TASK GOAL:
Search the lines of the records for the word "list", and copy every line that has it.

□ □ □ □

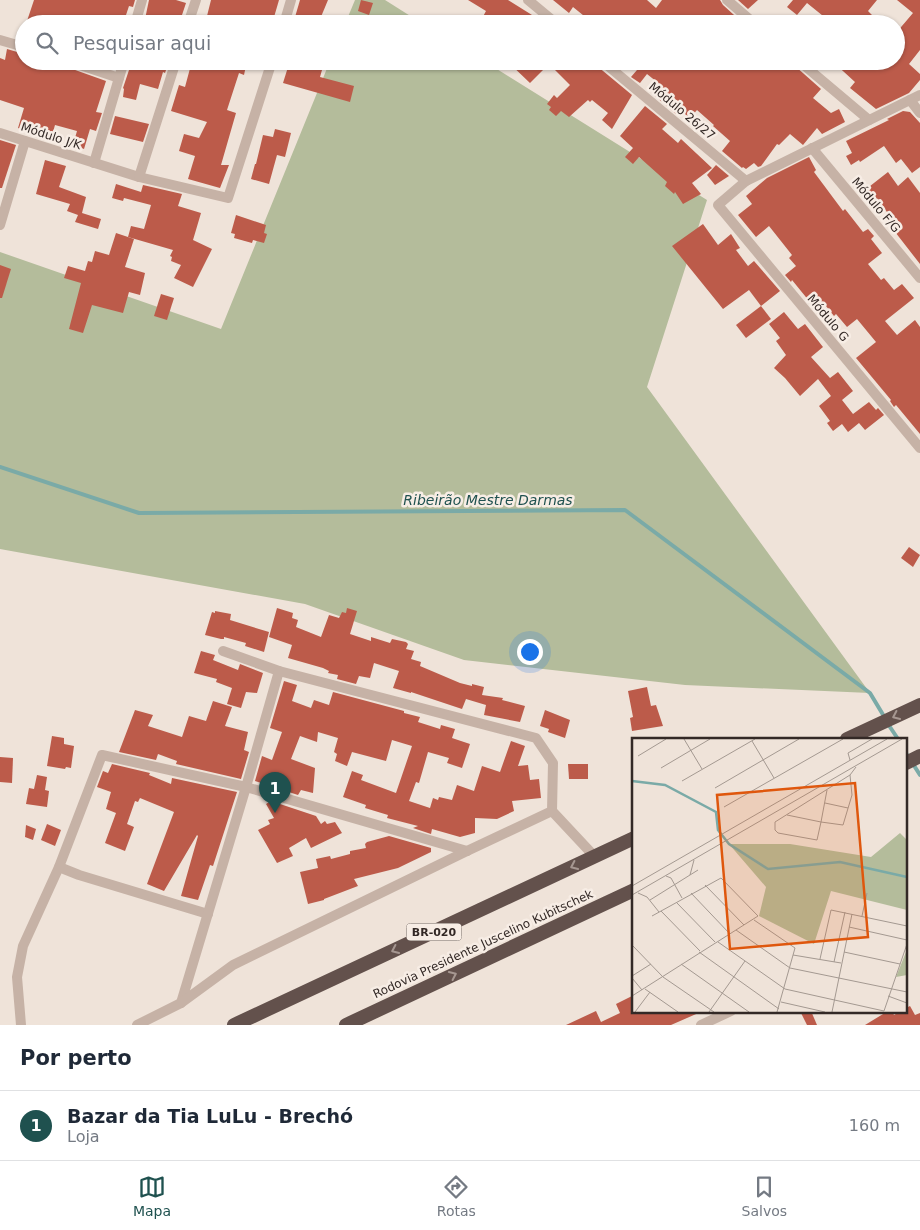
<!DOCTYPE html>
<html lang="pt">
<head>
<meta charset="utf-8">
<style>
	body { margin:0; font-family:"DejaVu Sans",sans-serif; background:#f2f2f3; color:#1f2937 }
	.you { position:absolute; left:529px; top:651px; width:18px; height:18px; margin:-12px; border:4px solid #fff; border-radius:50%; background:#1a73e8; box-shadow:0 0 0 8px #1a73e833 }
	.badge { display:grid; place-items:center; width:32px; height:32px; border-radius:50%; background:#1f514f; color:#fff; font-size:16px; font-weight:700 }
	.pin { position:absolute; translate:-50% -41px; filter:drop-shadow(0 1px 2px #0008) }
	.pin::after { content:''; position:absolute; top:26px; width:18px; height:15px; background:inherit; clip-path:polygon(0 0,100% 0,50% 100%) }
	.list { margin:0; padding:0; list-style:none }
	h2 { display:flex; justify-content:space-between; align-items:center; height:65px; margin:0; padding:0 20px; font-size:21px }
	h2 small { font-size:16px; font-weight:400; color:#747a83 }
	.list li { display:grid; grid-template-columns:32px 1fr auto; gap:15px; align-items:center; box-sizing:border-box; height:70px; padding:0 20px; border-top:1px solid #e0e1e3 }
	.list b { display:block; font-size:19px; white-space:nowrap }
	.list p { margin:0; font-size:16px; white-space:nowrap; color:#747a83 }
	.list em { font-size:16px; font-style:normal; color:#747a83 }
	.icon { flex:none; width:28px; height:28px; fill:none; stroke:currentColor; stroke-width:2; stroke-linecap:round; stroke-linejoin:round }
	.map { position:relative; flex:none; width:920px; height:1025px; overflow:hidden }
	.search { position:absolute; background:#fff; box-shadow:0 1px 4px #0004; left:15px; right:15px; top:15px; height:55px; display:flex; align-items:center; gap:12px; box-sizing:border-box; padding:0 18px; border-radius:28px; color:#747a83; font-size:19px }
	.sheet { height:135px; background:#fff }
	nav { display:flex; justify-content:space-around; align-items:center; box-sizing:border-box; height:70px; border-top:1px solid #e0e1e3; background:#fff; font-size:14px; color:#747a83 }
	nav a { display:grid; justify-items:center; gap:2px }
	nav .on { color:#1f514f }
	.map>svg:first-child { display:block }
	.green { fill:#b4bc9b }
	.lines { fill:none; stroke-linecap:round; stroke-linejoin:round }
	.stream { stroke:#7aaaa7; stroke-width:4 }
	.building { fill:#bc5b4a }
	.minor { stroke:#c6b2a6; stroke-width:10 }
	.trunk { stroke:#63514c; stroke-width:14 }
	.oneway { stroke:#a69791 }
	.labels { text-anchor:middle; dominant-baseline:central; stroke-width:5; stroke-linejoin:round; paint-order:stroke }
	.shield { fill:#f7ede5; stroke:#6e645f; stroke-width:1 }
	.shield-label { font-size:11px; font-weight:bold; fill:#332926 }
	.street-label { font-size:12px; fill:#332926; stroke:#f7ede5 }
	.water-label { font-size:14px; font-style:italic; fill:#1f514f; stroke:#f7ede5 }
	.inset-river { fill:none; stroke:#7aaaa7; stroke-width:2.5 }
	.inset-road { fill:none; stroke:#a49991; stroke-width:1 }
	.view { fill:#df570d; fill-opacity:0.15; stroke:#df570d; stroke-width:2.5 }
	.inset-edge { fill:none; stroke:#332926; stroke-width:2.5 }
</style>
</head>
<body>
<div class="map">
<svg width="920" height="1025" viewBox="0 0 920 1025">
	<rect width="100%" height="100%" fill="#efe3d9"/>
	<!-- green -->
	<g class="green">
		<path d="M355,0H385L423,24H345Z"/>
		<path d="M330,61H484L707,200L647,387L870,693L685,685L464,660L305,604L0,549V252L221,329Z"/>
	</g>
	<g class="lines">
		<!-- stream -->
		<g class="stream">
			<path d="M0,467L139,513L625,510L870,693L885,718"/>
			<path d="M888,724L898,739"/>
			<path d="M906,753L920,775"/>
		</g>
	</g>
	<!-- building -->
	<g class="building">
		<path d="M34,0H135L133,7L129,6L123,24H26Z"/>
		<path d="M149,0H176L186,3L179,24H144Z"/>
		<path d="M211,0H279L272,24H205Z"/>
		<path d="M300,0H328L318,24H293Z"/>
		<path d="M361,0L373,3L369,15L358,11Z"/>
		<path d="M468,0H508L532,15L542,24H479L486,11Z"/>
		<path d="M553,0H647L656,8L662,0H720L723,5L744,24H694L688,18L683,24H594L573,7L569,13Z"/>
		<path d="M738,0H758L748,9Z"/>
		<path d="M793,0H877L868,11L873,16L867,24H833L807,3L797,15L787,7Z"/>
		<path d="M897,0H920V50L909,64L920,74V80L909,93L876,109L850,88L855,82L832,61H896V33L913,13Z"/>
		<path d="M7,49L24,54V61H50L106,81L96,112L102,113L96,131L90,129L84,149L73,145L77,131L55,125L51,139L18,128L24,108L0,100V58L5,60Z"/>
		<path d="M132,61H169L165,73L163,72L158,89L140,84L136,100L123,97L124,89L123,88Z"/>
		<path d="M192,61H247L244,75L239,73L227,110L236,113L221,165H229L220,188L188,179L195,156L179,151L184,134L199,138L207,122L171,111L179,85L185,87Z"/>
		<path d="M296,61H318L324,63L320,77L354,86L350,102L283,83L288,67L293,69Z"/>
		<path d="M507,61H591L632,95L612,129L602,120L608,113L592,100L590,102L588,100L569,117L561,111L556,116L549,110L551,107L547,104L554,95L557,98L570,85L549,64L530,83Z"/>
		<path d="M626,61H792L795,66L821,89L813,98L831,113L839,109L845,122L822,134L817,128L803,145L790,134L779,145L777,144L761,166L758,167L754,163L746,169L743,167L742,168L722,151L730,141L713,126L714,125L697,110L690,118L680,110L676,114L654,95L662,86L647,74L640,83L631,77L637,70Z"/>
		<path d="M645,106L667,124L662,129L678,143L681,139L712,168L692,183L701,194L683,204L675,192L674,194L665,186L667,182L639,157L633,164L625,157L633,148L620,136Z"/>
		<path d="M903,111L910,112L920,123V167L912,173L901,159L896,163L884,146L860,162L859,160L851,165L846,156L852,153L846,141L889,120L887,119Z"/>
		<path d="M115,116L149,124L143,142L110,134Z"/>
		<path d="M275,129L291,133L285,157L277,155L269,184L251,179L255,164H256L263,135L273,137Z"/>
		<path d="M0,140L16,145L2,188H0Z"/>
		<path d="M809,157L816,170L814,172L843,211L845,209L863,232L868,229L874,236L871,239L882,253L868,264L881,280L884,278L894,290L902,284L914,298L885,321L897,335L915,320L920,327V434L896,405L894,407L890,401L891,400L856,358L876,342L857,319L847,327L836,314L834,316L822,301L814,307L792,280L791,282L785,275L796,266L789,258L792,255L769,226L756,237L738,215L752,204L746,196L767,178Z"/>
		<path d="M45,160L66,166L59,187L86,197L82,213L101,219L98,229L75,222L78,215L67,211L70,204L36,194Z"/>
		<path d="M716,165L729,176L715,185L707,175Z"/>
		<path d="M888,172L898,186L908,177L920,193V264L885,219L889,215L878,199L874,202L865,190Z"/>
		<path d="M116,184L141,192L143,185L182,194L178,206L201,213L193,240L212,249L193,287L174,278L181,265L171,261L172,257L170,256L173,250L128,237L131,226L144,229L151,205L124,198L123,201L112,198Z"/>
		<path d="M236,215L266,225L264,233L267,234L264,243L253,240L252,243L234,238L235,234L231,233Z"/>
		<path d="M703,224L718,245L731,234L740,248L736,250L748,266L754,261L780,291L761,306L749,290L723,309L672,246Z"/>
		<path d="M116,233L134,239L125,267L145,273L140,295L129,292L123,313L92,305L83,333L69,329L81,283L64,278L68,266L85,271L88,261L92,262L95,251L109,255Z"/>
		<path d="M0,265L11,269L2,298H0Z"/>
		<path d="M161,294L174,298L167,320L154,316Z"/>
		<path d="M761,306L771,319L746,338L736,325Z"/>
		<path d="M784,312L798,329L805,324L823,347L811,357L830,378L838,372L853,391L842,400L853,414L869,402L876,410L878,408L884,415L865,430L859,423L848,432L842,424L833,431L827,423L830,421L819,406L831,396L818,379L800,396L785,378L774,368L786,355L776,341L780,338L769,324Z"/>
		<path d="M909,547L920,555L913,567L901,558Z"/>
		<path d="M277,608L293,613L292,618L298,620L296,627L321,637L329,615L339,618L342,612L346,613L347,608L357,611L350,634L371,641V637L390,643L392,639L406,642L408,644L406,649L414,651L411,659L421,662L420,666L460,683L472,686V684L484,687L482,695L503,698L502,700L525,706L520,722L484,715L486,705L466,699L462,709L411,692V693L393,688L399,671L374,663L370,678L359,676L356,684L337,679L338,675L328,673L329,671L323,668L288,658L292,645L269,637Z"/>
		<path d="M215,611L231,614L230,620L269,632L264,652L245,646L246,643L224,637V639H221L205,635L212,612L215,613Z"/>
		<path d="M201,651L215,655L213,660L238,670L240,664L263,673L257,693L246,692L241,708L227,704L232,688L216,682L217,679L194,673Z"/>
		<path d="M284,681L297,685L292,701L311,708L314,700L329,705L333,692L404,711V713L420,717L418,722L440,729L441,725L455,729L452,738L470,744L462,768L447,763L449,758L428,752L419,783L416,782L409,801L430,808L433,798L438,800L439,797L452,800L457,785L474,791L482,766L500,772L511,741L525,746L518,766L528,765L530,780L539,779L541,798L512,801L514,811L497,819L475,818V833L460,837L432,829L431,834L413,828L418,826L387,818L388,815L365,808L366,805L343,797L352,771L363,775L361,780L396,793L412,746L392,740L386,761L352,752L347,766L335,761L337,754L334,752L338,738L318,732L317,742L300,736L291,759L315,768L313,793L301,790L298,795L255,781L262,756L272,760L282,732L270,728Z"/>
		<path d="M647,687L651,706L656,705L663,726L632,731L630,718L633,717L628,691Z"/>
		<path d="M213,701L232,707L225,726L248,732L244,750L249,752L241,779L176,764L177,761L158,754L156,760L119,752L135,710L153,715L148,726L182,737L189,716L206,721Z"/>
		<path d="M545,710L570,720L565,738L548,732L549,729L540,726Z"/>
		<path d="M52,736L64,738V744L74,746L71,768L66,767L65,769L47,766Z"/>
		<path d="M0,757L13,758L12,783L0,782Z"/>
		<path d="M112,764L150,773L149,775L171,784L172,778L237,792L213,866L210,865L198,900L181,896L198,836L197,835L164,891L147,884L174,812L140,798L138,802L135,801L127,824L134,827L125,851L105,843L116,813L106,809L111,792L97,787L103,771L108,773Z"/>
		<path d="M568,764H588V779H569Z"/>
		<path d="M37,775L47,777L45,790L49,791L47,807L26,804L29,788L34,789Z"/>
		<path d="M271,801L316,816L321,824L325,821L327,824L335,822L342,833L311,848L306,838L289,848L293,856L277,863L258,830L270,824L268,820L274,818L266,804Z"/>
		<path d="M47,824L61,830L55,846L41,840Z"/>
		<path d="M26,825L36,829L33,840L25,837Z"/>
		<path d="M389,836L431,848V852L398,868L354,879L358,886L324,899V900L308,904L300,872L318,868L316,859L330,856L331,859L350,854V851L366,848L365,844L367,842Z"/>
		<path d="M634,995V1011H703L671,1025H566L596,1011L601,1022L620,1013L616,1004Z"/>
		<path d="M910,1006L915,1015L920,1013V1025H865L888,1011H892L894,1015L901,1011H906V1008Z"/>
		<path d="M800,1011H811L817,1025H807Z"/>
	</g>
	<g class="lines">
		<!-- minor -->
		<g class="minor">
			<path d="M528,0L557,24"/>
			<path d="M727,0L755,24"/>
			<path d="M135,24L142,0"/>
			<path d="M188,24L196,0"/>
			<path d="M284,24L291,0"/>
			<path d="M0,40L24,47"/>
			<path d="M68,61L119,78"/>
			<path d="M602,61L746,181"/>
			<path d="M799,61L869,120"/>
			<path d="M920,95L746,181L718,205L920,448"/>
			<path d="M910,100L920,113"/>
			<path d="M0,133L139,177L228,198L272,61"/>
			<path d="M812,148L920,278"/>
			<path d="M94,163L124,61"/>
			<path d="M139,177L176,61"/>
			<path d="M0,225L25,141"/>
			<path d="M223,651L279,671"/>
			<path d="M552,811L595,857"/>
			<path d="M59,867L79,875L208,914"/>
			<path d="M181,1003L246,787L467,851"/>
			<path d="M21,1025L17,977L23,946L59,867L102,755L246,787L279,671L536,738L553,763L552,811L467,851L233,965L181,1003L137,1025"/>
			<path d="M701,1025L731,1011"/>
		</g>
		<!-- trunk -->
		<g class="trunk">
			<path d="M847,739L920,705"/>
			<path d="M906,763L920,756"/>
			<path d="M234,1025L634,838"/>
			<path d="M346,1025L634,890"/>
		</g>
	</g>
	<!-- one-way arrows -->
	<defs><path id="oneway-chevron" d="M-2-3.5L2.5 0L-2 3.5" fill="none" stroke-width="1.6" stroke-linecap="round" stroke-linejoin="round" transform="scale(1.25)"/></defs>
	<g class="oneway">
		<use href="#oneway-chevron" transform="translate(896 716) rotate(155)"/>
		<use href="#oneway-chevron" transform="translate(574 866) rotate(155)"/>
		<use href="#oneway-chevron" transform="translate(395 950) rotate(155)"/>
		<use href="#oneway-chevron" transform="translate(453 975) rotate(-25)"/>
	</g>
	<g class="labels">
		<!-- shield labels -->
		<rect class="shield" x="406.5" y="923.5" width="55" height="17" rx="4"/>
		<g class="shield-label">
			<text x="434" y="932">BR-020</text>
		</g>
		<!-- street labels -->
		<g class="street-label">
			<text transform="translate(682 111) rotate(40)">Módulo 26/27</text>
			<text transform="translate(51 136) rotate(18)">Módulo J/K</text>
			<text transform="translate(876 205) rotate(50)">Módulo F/G</text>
			<text transform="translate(828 318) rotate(50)">Módulo G</text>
			<text transform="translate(483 944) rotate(-25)">Rodovia Presidente Juscelino Kubitschek</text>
		</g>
		<!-- water labels -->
		<g class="water-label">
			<text x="488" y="500">Ribeirão Mestre Darmas</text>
		</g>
	</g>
	<!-- overview -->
	<g transform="translate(632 738)">
		<rect width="275" height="275" fill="#efe3d9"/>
		<path d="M268,95L275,102V172L199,153L182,206L127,178L134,149L97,106H158L239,119ZM275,213V237L264,239L274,214Z" fill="#b4bc9b"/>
		<path class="inset-river" d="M0,43L33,47L84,74L86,92L97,106L136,131L208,124L275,139"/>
		<path class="inset-road" d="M52,1L70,31M120,3L142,40M6,18L34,1M218,22L216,15L240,1M29,30L78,1M218,37L220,57L211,87L189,84L185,102L146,95L143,92V84L218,37L224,29M50,43L123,1M83,50L167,1M193,65L216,70M92,69L211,1M155,77L189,84L195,52M58,137L62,122M34,138L39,140L50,160M73,147L112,187M0,148L255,1M6,155L15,159L27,174M59,155L98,196M0,157L270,1M18,162L66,132M44,164L83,204M29,173L68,213M230,178L235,155M122,182L163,210L145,274M217,189L275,202M104,192L158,230L275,254M86,204L153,251L252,273M0,207L31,239L82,274M67,214L147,271M212,214L268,226M161,217L209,225M188,221L199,172L275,188M202,224L213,174M49,226L117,274M0,238L19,226M0,240L10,252M13,251L46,274M0,258L126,178L89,140L20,178M256,258L275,265M149,264L193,274M252,273L275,206M3,274L18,254M77,274L113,223M200,274L220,176"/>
		<path class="view" d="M223,45L236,199L98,211L85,57Z"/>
		<rect width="275" height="275" class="inset-edge"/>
	</g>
</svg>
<div class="you"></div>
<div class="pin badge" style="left:275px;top:813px">1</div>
<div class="search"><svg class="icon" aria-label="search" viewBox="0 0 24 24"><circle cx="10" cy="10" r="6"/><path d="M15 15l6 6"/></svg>Pesquisar aqui</div>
</div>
<section class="sheet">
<h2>Por perto<small></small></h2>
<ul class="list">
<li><span class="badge">1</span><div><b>Bazar da Tia LuLu - Brechó</b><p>Loja</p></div><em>160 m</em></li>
</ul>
</section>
<nav>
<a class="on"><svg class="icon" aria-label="map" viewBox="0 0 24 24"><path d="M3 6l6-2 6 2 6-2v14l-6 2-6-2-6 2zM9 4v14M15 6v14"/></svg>Mapa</a>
<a><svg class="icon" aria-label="directions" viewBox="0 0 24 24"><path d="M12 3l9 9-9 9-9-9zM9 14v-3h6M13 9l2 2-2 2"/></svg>Rotas</a>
<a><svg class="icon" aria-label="saved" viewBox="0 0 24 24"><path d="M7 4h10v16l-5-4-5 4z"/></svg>Salvos</a>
</nav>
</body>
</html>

□ □ □ □

ANSWER TO THE PROBLEM:
	.list { margin:0; padding:0; list-style:none }
	.list li { display:grid; grid-template-columns:32px 1fr auto; gap:15px; align-items:center; box-sizing:border-box; height:70px; padding:0 20px; border-top:1px solid #e0e1e3 }
	.list b { display:block; font-size:19px; white-space:nowrap }
	.list p { margin:0; font-size:16px; white-space:nowrap; color:#747a83 }
	.list em { font-size:16px; font-style:normal; color:#747a83 }
<ul class="list">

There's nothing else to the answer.